_WHAT TO DO:_ Return every line below exactly, without dropping any.

_DATA EXTRACTS:_
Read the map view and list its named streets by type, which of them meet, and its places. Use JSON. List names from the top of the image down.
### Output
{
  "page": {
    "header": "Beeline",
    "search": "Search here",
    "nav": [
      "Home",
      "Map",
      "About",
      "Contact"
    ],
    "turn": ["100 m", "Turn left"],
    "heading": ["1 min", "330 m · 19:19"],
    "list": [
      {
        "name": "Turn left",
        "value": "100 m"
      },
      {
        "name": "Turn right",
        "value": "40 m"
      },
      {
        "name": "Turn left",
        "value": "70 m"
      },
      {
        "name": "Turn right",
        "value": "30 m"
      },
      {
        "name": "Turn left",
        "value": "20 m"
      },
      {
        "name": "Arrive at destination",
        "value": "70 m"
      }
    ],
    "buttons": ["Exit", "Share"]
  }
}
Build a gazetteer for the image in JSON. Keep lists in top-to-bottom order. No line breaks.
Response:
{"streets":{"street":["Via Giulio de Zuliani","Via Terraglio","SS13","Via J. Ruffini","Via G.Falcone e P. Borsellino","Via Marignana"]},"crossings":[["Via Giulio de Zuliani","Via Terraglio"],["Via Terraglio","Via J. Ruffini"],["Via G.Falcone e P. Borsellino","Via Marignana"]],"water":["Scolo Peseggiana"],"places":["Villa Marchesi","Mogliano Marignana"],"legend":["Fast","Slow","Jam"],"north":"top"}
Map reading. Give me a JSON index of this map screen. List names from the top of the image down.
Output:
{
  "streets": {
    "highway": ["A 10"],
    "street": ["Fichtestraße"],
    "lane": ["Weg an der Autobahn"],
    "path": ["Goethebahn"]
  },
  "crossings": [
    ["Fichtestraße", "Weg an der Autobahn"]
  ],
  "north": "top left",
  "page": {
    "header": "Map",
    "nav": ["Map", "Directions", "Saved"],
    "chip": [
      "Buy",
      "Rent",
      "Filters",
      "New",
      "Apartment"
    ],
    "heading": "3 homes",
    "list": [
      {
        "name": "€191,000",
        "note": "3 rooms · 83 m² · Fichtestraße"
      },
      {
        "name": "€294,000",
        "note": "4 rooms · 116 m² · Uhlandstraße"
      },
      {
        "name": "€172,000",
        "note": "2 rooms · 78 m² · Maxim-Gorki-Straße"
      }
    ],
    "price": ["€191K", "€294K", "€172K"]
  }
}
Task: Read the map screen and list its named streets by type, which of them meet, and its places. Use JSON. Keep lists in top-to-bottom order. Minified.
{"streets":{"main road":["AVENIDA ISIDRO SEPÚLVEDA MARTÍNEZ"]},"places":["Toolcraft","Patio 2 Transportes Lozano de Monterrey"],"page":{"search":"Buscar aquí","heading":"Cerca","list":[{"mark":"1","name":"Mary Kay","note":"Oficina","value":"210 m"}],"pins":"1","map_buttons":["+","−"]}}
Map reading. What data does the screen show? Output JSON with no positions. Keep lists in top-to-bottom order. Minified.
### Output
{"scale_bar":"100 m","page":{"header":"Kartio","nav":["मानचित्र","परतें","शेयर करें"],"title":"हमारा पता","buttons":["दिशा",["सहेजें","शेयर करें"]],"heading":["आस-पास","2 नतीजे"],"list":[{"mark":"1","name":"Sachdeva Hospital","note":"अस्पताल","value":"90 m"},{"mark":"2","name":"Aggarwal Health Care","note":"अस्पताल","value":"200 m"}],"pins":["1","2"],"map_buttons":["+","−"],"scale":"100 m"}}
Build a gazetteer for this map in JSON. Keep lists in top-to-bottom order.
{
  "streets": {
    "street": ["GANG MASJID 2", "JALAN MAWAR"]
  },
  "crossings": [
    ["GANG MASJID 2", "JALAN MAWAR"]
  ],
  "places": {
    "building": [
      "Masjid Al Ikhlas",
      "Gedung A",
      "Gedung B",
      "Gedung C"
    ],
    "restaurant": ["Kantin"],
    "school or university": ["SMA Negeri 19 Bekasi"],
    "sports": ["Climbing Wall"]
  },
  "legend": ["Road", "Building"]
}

_WRITTEN RESPONSE:_
Read the map view and list its named streets by type, which of them meet, and its places. Use JSON. List names from the top of the image down.
### Output
{
  "page": {
    "header": "Beeline",
    "search": "Search here",
    "nav": [
      "Home",
      "Map",
      "About",
      "Contact"
    ],
    "turn": ["100 m", "Turn left"],
    "heading": ["1 min", "330 m · 19:19"],
    "list": [
      {
        "name": "Turn left",
        "value": "100 m"
      },
      {
        "name": "Turn right",
        "value": "40 m"
      },
      {
        "name": "Turn left",
        "value": "70 m"
      },
      {
        "name": "Turn right",
        "value": "30 m"
      },
      {
        "name": "Turn left",
        "value": "20 m"
      },
      {
        "name": "Arrive at destination",
        "value": "70 m"
      }
    ],
    "buttons": ["Exit", "Share"]
  }
}
Build a gazetteer for the image in JSON. Keep lists in top-to-bottom order. No line breaks.
Response:
{"streets":{"street":["Via Giulio de Zuliani","Via Terraglio","SS13","Via J. Ruffini","Via G.Falcone e P. Borsellino","Via Marignana"]},"crossings":[["Via Giulio de Zuliani","Via Terraglio"],["Via Terraglio","Via J. Ruffini"],["Via G.Falcone e P. Borsellino","Via Marignana"]],"water":["Scolo Peseggiana"],"places":["Villa Marchesi","Mogliano Marignana"],"legend":["Fast","Slow","Jam"],"north":"top"}
Map reading. Give me a JSON index of this map screen. List names from the top of the image down.
Output:
{
  "streets": {
    "highway": ["A 10"],
    "street": ["Fichtestraße"],
    "lane": ["Weg an der Autobahn"],
    "path": ["Goethebahn"]
  },
  "crossings": [
    ["Fichtestraße", "Weg an der Autobahn"]
  ],
  "north": "top left",
  "page": {
    "header": "Map",
    "nav": ["Map", "Directions", "Saved"],
    "chip": [
      "Buy",
      "Rent",
      "Filters",
      "New",
      "Apartment"
    ],
    "heading": "3 homes",
    "list": [
      {
        "name": "€191,000",
        "note": "3 rooms · 83 m² · Fichtestraße"
      },
      {
        "name": "€294,000",
        "note": "4 rooms · 116 m² · Uhlandstraße"
      },
      {
        "name": "€172,000",
        "note": "2 rooms · 78 m² · Maxim-Gorki-Straße"
      }
    ],
    "price": ["€191K", "€294K", "€172K"]
  }
}
Task: Read the map screen and list its named streets by type, which of them meet, and its places. Use JSON. Keep lists in top-to-bottom order. Minified.
{"streets":{"main road":["AVENIDA ISIDRO SEPÚLVEDA MARTÍNEZ"]},"places":["Toolcraft","Patio 2 Transportes Lozano de Monterrey"],"page":{"search":"Buscar aquí","heading":"Cerca","list":[{"mark":"1","name":"Mary Kay","note":"Oficina","value":"210 m"}],"pins":"1","map_buttons":["+","−"]}}
Map reading. What data does the screen show? Output JSON with no positions. Keep lists in top-to-bottom order. Minified.
### Output
{"scale_bar":"100 m","page":{"header":"Kartio","nav":["मानचित्र","परतें","शेयर करें"],"title":"हमारा पता","buttons":["दिशा",["सहेजें","शेयर करें"]],"heading":["आस-पास","2 नतीजे"],"list":[{"mark":"1","name":"Sachdeva Hospital","note":"अस्पताल","value":"90 m"},{"mark":"2","name":"Aggarwal Health Care","note":"अस्पताल","value":"200 m"}],"pins":["1","2"],"map_buttons":["+","−"],"scale":"100 m"}}
Build a gazetteer for this map in JSON. Keep lists in top-to-bottom order.
{
  "streets": {
    "street": ["GANG MASJID 2", "JALAN MAWAR"]
  },
  "crossings": [
    ["GANG MASJID 2", "JALAN MAWAR"]
  ],
  "places": {
    "building": [
      "Masjid Al Ikhlas",
      "Gedung A",
      "Gedung B",
      "Gedung C"
    ],
    "restaurant": ["Kantin"],
    "school or university": ["SMA Negeri 19 Bekasi"],
    "sports": ["Climbing Wall"]
  },
  "legend": ["Road", "Building"]
}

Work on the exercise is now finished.